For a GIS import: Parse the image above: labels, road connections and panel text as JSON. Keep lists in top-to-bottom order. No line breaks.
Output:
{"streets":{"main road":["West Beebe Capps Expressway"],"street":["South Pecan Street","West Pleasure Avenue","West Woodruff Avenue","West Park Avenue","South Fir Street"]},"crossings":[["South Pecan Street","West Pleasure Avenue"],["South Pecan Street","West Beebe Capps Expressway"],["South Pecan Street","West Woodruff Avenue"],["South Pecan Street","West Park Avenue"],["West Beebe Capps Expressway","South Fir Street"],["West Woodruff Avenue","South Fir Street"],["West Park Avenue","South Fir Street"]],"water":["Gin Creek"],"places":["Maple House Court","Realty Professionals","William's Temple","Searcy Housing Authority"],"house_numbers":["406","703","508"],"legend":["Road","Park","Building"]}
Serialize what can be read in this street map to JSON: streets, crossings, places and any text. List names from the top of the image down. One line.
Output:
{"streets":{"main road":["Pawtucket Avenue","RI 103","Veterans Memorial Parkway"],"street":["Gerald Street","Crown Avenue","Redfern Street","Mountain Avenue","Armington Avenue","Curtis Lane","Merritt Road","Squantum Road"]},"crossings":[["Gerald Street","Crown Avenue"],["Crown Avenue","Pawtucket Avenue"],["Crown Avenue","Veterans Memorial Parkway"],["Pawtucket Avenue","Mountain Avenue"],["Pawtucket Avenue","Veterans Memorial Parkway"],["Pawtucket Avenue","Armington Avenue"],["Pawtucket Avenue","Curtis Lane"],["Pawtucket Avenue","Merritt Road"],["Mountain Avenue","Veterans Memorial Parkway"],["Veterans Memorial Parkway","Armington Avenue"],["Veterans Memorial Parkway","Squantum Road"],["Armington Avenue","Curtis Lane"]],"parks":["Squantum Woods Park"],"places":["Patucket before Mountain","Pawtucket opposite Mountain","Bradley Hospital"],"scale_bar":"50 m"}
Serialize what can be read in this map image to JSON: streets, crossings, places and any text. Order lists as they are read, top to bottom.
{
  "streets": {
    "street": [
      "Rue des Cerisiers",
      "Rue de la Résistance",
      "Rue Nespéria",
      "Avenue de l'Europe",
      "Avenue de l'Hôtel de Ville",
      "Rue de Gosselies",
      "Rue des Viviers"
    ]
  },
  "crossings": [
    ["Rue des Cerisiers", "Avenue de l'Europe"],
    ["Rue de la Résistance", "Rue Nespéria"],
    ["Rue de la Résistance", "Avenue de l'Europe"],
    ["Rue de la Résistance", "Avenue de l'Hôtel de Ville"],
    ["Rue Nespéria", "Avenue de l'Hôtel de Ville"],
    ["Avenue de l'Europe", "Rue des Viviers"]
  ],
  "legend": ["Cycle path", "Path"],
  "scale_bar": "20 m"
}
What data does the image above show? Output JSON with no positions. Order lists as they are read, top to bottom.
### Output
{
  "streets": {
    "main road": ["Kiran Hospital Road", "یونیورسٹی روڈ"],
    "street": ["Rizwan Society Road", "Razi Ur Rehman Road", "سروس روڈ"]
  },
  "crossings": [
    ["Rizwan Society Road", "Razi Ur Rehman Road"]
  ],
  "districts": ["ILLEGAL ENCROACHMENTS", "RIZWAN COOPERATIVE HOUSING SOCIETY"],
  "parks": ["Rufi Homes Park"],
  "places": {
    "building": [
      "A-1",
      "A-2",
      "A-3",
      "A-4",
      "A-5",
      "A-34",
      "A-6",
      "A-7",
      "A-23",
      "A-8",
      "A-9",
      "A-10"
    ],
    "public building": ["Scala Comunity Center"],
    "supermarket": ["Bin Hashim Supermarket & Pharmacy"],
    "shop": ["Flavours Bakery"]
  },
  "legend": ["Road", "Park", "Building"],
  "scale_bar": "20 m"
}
§
*WORK REQUIRED*. Where a line of the data contains "above", copy that line.

*WRITTEN ANSWER*.
For a GIS import: Parse the image above: labels, road connections and panel text as JSON. Keep lists in top-to-bottom order. No line breaks.
What data does the image above show? Output JSON with no positions. Order lists as they are read, top to bottom.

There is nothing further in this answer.